## Aim of the exercise
Scan the listing below for "MYPONGA", then report every line that has it.

START Listed entries

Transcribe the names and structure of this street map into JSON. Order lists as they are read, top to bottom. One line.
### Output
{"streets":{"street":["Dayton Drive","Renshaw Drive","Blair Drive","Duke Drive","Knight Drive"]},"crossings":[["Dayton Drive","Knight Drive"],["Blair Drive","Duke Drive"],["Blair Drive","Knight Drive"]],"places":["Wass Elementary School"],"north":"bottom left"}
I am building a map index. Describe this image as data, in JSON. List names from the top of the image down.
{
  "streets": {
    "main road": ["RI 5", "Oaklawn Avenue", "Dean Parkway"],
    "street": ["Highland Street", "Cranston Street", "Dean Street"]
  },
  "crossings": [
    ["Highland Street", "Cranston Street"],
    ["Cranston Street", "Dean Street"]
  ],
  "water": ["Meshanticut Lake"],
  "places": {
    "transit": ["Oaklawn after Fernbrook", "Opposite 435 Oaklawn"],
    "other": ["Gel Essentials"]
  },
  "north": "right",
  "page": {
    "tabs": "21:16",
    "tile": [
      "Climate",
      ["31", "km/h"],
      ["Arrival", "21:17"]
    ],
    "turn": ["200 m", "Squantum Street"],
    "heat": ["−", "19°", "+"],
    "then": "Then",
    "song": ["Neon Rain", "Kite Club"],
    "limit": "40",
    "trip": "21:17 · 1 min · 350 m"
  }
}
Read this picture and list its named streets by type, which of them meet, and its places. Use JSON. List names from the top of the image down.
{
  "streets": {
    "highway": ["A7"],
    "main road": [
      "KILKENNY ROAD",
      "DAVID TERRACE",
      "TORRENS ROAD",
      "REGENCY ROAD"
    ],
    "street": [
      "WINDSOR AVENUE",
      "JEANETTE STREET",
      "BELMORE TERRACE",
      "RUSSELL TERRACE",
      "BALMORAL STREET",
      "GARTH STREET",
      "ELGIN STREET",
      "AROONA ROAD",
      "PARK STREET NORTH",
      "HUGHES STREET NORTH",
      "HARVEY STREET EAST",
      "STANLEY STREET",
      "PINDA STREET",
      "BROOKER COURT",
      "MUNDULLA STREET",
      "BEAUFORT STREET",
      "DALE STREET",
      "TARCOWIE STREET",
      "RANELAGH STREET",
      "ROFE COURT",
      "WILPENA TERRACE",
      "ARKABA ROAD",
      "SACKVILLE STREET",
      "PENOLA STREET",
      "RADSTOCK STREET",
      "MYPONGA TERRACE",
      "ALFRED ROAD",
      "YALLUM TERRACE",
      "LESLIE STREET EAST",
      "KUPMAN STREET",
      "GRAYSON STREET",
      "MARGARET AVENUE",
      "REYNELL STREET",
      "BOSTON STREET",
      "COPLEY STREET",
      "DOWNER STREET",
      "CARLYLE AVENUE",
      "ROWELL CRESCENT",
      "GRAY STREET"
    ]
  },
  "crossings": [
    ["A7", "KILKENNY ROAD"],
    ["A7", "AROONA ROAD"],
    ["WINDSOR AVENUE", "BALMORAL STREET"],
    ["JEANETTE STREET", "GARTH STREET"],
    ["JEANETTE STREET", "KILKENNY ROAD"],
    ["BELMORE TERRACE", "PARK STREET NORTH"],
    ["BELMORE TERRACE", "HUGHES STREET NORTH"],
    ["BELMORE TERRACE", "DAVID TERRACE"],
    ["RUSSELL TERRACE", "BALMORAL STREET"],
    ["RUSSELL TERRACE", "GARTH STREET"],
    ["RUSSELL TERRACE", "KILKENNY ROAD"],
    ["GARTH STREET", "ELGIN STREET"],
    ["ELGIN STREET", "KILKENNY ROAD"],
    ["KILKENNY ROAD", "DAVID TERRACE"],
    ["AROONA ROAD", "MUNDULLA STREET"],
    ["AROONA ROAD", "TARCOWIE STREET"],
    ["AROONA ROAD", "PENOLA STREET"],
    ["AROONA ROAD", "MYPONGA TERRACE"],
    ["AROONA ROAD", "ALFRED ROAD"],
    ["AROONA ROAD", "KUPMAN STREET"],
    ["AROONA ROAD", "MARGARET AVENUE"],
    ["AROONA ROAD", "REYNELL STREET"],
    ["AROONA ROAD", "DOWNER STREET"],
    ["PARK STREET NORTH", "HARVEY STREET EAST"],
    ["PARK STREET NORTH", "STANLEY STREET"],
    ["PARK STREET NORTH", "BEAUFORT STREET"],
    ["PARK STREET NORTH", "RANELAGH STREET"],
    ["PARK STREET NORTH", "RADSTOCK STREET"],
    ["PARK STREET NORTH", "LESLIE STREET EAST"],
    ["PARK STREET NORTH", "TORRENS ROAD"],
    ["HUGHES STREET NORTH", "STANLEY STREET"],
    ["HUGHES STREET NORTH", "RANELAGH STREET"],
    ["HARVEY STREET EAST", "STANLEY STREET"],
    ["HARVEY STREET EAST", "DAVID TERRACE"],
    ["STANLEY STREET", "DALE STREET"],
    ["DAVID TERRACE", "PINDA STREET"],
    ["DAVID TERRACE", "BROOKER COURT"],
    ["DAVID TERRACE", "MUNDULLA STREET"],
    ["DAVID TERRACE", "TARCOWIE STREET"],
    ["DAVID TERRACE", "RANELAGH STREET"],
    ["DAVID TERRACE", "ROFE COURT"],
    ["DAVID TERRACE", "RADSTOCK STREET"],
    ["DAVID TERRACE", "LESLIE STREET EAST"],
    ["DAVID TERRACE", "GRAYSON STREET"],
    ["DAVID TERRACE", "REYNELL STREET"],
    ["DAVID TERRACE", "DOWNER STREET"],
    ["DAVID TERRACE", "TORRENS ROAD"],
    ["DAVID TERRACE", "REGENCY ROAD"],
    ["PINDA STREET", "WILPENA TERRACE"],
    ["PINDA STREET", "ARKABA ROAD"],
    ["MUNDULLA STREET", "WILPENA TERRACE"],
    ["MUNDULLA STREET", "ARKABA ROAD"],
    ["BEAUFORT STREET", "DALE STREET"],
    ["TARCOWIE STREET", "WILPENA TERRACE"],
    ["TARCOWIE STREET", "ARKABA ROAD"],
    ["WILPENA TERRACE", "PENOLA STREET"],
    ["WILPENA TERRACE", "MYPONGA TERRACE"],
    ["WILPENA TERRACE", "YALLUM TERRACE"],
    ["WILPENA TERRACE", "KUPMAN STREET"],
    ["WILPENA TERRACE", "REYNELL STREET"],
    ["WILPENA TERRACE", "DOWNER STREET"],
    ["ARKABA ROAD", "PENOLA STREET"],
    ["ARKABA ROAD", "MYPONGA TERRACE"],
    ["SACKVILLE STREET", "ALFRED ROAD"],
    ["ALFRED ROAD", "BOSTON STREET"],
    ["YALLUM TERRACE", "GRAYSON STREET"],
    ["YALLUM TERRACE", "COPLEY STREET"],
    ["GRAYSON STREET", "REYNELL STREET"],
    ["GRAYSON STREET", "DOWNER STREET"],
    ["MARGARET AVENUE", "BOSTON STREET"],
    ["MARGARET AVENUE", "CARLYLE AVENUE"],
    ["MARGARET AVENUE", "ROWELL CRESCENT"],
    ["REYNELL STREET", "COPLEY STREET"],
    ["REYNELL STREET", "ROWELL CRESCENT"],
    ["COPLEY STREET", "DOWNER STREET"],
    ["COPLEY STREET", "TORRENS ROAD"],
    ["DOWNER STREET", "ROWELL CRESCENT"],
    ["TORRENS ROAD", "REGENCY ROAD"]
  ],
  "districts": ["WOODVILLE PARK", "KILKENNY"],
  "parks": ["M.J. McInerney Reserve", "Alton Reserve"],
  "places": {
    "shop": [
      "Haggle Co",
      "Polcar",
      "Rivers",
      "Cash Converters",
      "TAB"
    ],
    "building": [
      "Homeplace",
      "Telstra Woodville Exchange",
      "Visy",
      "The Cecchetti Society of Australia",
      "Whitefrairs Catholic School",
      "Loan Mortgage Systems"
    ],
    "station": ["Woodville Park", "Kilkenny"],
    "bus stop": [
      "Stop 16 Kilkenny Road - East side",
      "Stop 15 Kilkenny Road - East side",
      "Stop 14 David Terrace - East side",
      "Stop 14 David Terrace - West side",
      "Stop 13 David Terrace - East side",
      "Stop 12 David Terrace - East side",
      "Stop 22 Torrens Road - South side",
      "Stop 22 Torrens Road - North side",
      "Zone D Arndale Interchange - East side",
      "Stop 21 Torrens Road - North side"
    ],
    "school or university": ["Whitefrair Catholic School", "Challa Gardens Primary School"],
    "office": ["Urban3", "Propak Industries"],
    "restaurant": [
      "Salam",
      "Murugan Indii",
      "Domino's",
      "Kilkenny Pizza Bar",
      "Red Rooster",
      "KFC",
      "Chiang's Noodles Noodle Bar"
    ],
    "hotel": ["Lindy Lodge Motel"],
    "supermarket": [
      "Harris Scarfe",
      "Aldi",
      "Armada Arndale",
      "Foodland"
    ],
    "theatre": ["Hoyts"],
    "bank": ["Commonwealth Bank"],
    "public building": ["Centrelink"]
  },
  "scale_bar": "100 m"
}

END Listed entries

## Result of this task
      "MYPONGA TERRACE",
    ["AROONA ROAD", "MYPONGA TERRACE"],
    ["WILPENA TERRACE", "MYPONGA TERRACE"],
    ["ARKABA ROAD", "MYPONGA TERRACE"],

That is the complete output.